There are tons of people out on social media giving business advice. Some of it is good advice, but most of it isn’t good. In this series watch CapForge’s owner react to different advice videos. He’s an expert in all things business and has 20+ years of experience under his belt. Some of the things he reacts to might even surprise you!
Video Transcript:
Business Advice Video:
In 1985 Harvard professor Michael Porter came up with the generic competitive strategies model. In the model you have two extremes; cost leadership and differentiation. With cost leadership, a business seeks to become the lowest cost offering in the industry by pursuing economies of scale, using technology, and having cheap stuff. With differentiation, you look for one or more attributes that buyers in an industry see as important and you uniquely position yourself to meet those needs. For your uniqueness, you’re rewarded with a premium price. Yeah, you can pursue cost leadership but in an era of hyperinflation, it’s getting harder and harder to maintain those cost advantages. Margins are getting eroded, employees are demanding higher wages, and the cost of technologies going up. Not only that, but in cost leadership you have no customer loyalty and you’re plagued with problems.
Matt’s Review:
Okay, I haven’t heard that particular take before on differentiation, but I have heard of Michael Porter. And he is pretty famous in the business world as being somebody who’s given a lot of thought to how businesses can succeed. And on the surface of this at least without thinking about it further, I don’t have any argument with those two ways to kind of get ahead. There is you know offering the lowest cost but that only really makes sense if you can also have the lowest production cost, right? So the lowest price have the lowest cost that makes sense. Don’t just cut your prices without really being able to do it any cheaper than anyone else, just to try to gain business. That’s a quick race to unprofitability and going out of business. You have to have some way you can in fact survive and have good margins or even excellent margins, even when selling at a lower price than other people can do.
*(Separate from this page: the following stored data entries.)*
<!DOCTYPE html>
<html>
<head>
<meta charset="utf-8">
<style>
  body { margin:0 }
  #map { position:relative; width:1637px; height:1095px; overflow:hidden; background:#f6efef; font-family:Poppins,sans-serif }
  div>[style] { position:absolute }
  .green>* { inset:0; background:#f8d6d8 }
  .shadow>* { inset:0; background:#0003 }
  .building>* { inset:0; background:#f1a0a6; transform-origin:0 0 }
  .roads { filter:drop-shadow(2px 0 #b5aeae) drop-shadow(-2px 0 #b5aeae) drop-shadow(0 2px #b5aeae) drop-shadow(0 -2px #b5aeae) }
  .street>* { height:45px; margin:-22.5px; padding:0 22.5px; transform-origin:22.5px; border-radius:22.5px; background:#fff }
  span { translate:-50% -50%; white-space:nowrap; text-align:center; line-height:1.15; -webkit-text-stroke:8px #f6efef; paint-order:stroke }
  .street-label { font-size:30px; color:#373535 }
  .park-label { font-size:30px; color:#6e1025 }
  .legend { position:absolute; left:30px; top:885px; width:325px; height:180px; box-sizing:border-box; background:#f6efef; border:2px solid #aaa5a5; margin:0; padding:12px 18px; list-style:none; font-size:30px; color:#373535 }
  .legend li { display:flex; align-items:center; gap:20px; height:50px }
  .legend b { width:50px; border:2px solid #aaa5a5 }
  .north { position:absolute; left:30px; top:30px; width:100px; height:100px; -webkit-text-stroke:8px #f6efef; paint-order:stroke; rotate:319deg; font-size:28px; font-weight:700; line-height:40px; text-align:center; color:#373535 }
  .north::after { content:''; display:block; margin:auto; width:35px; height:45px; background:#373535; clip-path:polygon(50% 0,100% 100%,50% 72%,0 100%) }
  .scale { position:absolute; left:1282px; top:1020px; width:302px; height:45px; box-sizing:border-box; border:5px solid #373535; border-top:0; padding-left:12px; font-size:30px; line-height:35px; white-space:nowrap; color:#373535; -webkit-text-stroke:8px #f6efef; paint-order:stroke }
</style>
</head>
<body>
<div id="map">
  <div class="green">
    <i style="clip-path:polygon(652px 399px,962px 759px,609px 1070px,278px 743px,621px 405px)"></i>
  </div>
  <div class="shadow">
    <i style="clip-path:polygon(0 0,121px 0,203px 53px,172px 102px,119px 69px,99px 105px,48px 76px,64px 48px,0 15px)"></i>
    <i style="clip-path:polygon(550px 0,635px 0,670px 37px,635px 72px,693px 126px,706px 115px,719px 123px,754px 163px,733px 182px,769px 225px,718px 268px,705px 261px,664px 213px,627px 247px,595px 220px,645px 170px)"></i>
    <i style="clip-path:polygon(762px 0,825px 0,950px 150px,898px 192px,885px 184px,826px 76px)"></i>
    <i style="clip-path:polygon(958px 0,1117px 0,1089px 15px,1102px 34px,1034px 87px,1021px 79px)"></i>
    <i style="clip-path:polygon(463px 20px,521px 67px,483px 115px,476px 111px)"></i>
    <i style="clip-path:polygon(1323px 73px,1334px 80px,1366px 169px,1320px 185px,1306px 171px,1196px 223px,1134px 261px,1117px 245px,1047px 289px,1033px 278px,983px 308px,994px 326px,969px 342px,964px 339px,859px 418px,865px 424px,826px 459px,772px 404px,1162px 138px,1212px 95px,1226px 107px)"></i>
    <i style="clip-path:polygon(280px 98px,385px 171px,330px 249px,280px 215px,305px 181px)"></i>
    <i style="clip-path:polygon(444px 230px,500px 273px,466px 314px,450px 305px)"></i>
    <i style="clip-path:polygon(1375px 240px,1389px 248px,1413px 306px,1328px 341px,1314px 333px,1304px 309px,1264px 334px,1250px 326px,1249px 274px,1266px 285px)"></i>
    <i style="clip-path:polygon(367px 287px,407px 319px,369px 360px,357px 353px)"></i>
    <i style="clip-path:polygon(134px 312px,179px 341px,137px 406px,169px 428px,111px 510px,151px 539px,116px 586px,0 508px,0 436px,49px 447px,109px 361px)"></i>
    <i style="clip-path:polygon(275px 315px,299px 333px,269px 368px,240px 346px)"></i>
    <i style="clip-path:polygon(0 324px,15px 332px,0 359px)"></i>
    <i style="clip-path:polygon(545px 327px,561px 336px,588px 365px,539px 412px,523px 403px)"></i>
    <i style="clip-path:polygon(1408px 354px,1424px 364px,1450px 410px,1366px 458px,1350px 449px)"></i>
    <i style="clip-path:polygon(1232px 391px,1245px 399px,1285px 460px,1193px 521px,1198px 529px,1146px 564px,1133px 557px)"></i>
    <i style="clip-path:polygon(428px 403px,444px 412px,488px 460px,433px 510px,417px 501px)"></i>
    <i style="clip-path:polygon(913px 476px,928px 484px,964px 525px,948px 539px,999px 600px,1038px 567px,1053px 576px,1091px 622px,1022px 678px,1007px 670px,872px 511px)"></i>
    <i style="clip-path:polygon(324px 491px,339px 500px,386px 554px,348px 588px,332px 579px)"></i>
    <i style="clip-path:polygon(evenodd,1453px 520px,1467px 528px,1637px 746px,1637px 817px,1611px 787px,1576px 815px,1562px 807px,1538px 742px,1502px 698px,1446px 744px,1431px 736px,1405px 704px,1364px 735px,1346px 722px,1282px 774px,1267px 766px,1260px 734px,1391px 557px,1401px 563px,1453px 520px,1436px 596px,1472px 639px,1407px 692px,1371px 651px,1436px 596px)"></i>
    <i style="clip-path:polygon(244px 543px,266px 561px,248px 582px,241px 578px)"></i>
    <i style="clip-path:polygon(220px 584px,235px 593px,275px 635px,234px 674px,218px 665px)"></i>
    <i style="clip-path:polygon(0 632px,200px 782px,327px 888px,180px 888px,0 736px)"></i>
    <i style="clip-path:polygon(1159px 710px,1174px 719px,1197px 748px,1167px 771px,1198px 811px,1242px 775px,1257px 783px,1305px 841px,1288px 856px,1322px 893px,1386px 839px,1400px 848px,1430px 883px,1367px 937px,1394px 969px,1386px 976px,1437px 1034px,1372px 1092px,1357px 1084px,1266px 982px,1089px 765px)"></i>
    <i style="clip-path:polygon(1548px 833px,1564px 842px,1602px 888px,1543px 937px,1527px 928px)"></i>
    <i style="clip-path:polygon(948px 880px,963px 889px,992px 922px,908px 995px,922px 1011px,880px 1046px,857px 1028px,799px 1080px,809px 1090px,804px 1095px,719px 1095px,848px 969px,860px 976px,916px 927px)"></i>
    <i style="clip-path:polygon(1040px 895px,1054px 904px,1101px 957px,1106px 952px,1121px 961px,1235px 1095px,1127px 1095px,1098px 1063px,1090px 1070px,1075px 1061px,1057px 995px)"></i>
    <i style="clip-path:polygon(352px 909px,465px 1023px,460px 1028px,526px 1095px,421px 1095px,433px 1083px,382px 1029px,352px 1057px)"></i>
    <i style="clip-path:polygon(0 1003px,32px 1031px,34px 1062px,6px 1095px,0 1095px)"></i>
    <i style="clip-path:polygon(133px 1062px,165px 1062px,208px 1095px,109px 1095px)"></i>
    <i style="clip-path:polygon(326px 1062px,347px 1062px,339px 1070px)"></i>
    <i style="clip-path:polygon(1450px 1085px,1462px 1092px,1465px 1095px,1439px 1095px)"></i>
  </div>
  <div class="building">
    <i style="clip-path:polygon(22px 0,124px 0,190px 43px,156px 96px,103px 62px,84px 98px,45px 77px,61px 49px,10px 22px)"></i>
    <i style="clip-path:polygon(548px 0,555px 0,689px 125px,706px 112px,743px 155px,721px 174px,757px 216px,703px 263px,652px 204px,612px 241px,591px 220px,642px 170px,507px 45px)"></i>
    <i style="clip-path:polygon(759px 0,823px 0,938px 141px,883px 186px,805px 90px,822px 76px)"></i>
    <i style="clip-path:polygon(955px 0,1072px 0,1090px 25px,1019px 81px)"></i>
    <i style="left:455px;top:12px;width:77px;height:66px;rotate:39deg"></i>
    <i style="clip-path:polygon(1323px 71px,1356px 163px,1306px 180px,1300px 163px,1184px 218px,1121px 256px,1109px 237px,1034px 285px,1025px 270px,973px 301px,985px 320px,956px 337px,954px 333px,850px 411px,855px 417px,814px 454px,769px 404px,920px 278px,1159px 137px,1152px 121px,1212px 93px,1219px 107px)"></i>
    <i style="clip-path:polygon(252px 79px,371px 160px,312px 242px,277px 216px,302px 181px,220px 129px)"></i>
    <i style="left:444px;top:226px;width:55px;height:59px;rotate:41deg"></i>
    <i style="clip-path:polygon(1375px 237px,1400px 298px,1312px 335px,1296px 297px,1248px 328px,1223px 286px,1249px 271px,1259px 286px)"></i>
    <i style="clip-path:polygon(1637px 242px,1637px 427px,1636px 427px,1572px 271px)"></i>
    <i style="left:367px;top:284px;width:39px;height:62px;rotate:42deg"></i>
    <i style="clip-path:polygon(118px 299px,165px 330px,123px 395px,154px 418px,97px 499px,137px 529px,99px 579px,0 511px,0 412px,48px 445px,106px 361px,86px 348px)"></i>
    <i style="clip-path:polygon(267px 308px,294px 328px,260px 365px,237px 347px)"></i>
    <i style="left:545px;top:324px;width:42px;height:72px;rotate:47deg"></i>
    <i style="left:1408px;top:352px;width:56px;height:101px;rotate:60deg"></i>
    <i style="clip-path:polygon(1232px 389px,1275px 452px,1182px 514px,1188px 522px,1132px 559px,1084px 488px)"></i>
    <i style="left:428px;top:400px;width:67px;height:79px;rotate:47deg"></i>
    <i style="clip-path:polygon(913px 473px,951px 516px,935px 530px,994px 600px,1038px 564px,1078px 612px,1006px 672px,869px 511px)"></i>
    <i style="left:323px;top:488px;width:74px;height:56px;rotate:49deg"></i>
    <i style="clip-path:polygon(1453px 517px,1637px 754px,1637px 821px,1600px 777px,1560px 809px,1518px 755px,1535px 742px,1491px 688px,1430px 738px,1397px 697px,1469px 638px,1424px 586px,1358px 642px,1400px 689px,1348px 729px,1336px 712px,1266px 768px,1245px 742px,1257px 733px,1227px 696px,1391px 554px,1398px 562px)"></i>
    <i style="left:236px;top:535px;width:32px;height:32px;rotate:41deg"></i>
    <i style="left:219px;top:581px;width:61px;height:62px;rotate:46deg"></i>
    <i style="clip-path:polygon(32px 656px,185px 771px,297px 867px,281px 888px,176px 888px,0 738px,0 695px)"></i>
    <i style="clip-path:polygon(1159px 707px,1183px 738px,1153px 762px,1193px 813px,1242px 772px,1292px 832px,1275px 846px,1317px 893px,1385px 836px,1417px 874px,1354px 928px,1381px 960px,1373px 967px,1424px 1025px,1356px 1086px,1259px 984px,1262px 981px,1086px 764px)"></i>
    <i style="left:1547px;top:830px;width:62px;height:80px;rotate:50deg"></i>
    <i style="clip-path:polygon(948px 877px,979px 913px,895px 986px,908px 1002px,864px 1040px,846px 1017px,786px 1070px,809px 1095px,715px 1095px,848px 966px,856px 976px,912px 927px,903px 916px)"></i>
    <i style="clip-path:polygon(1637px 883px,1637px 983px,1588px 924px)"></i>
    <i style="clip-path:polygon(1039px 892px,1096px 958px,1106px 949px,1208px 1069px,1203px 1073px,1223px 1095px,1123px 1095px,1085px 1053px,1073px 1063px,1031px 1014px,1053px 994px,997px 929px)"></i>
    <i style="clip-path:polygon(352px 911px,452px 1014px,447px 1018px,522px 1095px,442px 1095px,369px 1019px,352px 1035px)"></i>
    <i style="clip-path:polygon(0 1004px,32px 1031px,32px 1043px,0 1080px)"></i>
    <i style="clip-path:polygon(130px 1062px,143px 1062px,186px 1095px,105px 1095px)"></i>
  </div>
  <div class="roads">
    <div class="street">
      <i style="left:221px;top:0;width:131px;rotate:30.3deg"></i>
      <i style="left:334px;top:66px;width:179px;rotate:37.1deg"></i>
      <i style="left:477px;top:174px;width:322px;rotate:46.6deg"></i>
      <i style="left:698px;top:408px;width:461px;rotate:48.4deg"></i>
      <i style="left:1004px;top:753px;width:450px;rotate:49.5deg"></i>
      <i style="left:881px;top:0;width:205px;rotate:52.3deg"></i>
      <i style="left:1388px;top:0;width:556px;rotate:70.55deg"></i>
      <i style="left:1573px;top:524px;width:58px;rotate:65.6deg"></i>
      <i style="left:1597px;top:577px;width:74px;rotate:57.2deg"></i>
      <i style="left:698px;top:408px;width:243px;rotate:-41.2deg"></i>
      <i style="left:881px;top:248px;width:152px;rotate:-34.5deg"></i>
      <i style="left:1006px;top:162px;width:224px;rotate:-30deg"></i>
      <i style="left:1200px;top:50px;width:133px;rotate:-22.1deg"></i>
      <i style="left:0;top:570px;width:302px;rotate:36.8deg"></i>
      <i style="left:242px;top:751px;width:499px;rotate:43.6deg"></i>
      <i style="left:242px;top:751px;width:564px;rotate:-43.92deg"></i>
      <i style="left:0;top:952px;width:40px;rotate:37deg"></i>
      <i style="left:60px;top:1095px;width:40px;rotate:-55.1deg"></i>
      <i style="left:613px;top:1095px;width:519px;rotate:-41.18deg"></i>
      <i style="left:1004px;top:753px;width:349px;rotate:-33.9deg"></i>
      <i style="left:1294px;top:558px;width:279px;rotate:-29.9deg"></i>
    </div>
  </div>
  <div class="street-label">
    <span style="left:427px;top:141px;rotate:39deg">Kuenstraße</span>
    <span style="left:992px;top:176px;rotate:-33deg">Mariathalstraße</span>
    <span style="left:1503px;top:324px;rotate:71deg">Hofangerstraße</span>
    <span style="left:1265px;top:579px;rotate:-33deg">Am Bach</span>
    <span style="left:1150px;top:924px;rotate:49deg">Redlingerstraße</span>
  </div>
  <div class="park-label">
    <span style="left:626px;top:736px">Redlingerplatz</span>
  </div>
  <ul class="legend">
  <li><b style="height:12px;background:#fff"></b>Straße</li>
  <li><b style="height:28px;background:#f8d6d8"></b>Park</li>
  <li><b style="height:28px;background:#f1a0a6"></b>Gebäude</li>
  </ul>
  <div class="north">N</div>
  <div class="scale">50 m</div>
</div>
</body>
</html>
Walmart does it because they essentially strong-arm their suppliers into giving them very low cost that they won’t give anyone else because they buy in such huge volumes. So that’s Walmart’s way and being able to compete on price just because of their size. Other businesses can compete on price because they have better technology, or the patented process, or something that lets them do things cheaper than anyone else. And so they can even at offering a lower price they can still be successful.
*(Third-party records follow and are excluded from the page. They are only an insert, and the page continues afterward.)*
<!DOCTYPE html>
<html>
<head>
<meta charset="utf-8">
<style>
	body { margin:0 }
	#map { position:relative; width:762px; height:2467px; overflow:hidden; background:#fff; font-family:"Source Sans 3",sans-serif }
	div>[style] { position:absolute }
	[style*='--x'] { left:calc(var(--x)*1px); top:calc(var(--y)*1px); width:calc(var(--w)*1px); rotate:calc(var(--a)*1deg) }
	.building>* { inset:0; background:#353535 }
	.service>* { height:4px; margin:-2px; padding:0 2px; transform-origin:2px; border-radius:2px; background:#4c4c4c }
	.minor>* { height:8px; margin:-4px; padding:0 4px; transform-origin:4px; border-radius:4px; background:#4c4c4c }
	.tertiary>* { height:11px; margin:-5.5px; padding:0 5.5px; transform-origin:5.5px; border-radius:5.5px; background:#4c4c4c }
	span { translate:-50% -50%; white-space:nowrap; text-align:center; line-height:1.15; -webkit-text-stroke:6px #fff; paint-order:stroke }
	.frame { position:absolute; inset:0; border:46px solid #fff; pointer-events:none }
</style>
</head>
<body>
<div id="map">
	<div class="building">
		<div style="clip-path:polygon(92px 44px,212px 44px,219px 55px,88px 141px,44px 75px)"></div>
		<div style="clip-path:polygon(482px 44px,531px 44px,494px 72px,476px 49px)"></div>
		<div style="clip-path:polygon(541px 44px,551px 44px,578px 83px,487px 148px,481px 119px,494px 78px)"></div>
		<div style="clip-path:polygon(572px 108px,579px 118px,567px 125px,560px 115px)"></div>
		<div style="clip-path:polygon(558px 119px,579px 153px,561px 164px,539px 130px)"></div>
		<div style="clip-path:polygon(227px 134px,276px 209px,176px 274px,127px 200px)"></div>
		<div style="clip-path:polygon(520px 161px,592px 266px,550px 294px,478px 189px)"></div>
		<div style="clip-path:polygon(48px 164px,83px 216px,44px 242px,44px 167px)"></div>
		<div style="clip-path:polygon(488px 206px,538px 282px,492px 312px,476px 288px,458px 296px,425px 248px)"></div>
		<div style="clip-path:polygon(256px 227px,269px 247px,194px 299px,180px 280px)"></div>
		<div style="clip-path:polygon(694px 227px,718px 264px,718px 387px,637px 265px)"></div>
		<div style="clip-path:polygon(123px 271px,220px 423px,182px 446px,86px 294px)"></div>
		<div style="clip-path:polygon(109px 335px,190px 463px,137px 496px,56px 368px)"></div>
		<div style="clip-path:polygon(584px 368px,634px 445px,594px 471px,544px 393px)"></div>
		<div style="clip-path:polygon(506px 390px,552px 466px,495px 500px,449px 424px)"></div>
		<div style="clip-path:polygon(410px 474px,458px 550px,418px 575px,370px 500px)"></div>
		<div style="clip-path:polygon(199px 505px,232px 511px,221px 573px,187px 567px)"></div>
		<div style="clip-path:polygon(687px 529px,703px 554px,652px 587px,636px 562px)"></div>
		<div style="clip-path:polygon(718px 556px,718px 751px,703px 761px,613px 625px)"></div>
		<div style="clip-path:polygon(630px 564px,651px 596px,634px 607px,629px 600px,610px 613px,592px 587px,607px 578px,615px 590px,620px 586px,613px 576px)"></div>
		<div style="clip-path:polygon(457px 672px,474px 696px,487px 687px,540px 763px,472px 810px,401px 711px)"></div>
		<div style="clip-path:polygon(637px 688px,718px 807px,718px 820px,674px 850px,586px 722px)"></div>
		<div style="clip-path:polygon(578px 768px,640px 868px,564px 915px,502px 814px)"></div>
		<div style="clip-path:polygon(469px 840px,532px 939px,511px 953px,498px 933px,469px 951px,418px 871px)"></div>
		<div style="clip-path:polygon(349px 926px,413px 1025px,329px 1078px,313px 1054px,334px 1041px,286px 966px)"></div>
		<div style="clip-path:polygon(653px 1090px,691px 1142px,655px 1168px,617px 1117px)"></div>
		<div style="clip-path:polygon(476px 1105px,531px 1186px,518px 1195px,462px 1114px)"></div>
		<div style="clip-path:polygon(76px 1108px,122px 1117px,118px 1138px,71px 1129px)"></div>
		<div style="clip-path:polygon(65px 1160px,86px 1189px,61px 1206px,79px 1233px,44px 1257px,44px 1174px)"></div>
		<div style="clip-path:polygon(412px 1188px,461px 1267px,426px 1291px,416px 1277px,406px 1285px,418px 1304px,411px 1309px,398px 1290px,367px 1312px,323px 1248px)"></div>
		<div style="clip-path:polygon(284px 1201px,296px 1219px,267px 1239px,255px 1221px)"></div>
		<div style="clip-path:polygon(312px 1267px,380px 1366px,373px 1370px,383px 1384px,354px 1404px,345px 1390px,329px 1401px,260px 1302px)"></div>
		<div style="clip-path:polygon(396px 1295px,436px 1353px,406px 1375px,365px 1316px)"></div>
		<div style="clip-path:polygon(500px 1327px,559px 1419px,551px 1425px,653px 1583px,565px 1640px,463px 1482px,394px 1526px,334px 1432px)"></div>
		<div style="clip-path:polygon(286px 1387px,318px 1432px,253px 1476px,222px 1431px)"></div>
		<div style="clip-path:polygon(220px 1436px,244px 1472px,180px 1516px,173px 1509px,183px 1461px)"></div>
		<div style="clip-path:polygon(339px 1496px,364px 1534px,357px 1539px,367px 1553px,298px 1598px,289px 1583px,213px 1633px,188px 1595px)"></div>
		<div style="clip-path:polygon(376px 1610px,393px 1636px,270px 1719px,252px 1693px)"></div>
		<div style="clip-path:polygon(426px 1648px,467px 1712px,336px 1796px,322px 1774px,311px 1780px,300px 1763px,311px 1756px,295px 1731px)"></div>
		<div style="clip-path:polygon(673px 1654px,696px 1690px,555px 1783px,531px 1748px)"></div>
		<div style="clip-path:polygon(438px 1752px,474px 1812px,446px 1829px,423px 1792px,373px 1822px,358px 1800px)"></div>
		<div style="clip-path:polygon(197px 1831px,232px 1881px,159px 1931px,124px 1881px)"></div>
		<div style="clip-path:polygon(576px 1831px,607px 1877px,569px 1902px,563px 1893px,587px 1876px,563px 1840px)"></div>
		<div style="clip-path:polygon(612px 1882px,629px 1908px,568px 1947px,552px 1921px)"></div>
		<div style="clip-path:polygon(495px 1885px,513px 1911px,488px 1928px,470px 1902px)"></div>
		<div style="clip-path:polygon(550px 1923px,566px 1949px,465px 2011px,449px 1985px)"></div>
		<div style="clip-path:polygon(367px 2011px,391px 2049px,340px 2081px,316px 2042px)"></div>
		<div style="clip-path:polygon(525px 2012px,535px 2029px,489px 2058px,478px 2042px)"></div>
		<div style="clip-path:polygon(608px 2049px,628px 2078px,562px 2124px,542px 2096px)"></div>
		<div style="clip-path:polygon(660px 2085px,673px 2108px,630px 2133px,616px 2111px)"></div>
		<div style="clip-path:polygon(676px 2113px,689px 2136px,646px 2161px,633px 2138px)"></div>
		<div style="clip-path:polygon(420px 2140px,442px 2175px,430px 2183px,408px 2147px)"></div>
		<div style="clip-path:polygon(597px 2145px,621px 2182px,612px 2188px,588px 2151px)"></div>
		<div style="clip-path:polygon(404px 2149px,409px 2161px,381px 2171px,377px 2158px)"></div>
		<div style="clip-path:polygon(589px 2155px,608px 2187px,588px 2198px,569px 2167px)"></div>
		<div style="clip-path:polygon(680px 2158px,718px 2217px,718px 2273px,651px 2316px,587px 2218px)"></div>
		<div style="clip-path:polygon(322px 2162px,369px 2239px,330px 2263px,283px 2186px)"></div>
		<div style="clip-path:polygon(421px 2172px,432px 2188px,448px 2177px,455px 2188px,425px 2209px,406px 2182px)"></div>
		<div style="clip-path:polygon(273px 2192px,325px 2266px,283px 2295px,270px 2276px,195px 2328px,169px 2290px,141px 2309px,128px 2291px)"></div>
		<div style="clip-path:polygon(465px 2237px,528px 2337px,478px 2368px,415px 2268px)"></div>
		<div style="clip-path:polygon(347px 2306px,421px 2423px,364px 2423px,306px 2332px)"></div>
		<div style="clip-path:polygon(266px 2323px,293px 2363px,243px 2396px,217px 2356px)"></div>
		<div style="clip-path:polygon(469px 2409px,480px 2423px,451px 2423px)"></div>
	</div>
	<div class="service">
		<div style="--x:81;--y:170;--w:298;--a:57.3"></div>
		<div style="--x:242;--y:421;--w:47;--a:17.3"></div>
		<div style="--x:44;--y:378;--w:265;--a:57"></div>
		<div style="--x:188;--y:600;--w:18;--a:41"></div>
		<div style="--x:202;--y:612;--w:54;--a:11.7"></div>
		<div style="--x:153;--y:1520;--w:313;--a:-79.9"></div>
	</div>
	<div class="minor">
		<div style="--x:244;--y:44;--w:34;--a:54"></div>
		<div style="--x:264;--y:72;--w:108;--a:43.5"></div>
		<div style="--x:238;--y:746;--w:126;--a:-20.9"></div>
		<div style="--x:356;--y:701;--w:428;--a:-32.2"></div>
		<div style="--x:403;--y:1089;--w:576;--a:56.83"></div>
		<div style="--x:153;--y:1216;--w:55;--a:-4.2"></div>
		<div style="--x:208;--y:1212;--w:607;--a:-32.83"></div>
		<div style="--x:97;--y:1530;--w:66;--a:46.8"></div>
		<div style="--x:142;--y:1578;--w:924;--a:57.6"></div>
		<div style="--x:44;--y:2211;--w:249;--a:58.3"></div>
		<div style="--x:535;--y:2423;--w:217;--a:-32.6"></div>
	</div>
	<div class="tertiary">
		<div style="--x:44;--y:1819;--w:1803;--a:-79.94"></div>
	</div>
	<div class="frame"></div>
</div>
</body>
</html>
But this is something that 99% of small businesses should not be trying to do because you don’t have a cost advantage of your small business. So you wanna go the other direction and find something that makes you unique or better than or specialized. And for that reason you don’t have to offer – you don’t have to be a premium price. you don’t have to be the other end of that where you offer a ridiculously high nosebleed price and only hope that there’s a few customers out there that pay it. But you just don’t have to be the lowest cost. You don’t have to try to compete on price. You’ve got some other reason that people are willing to pay more than the lowest possible price to work with you or get your product because you got something different, better than whatever the other options are. And that’s what the vast majority of small businesses should be focusing on. Figuring out what their value is and then making sure the customers understand that so that they’re not quibbling about the price. They’re more excited about getting the solution that fits their exact needs.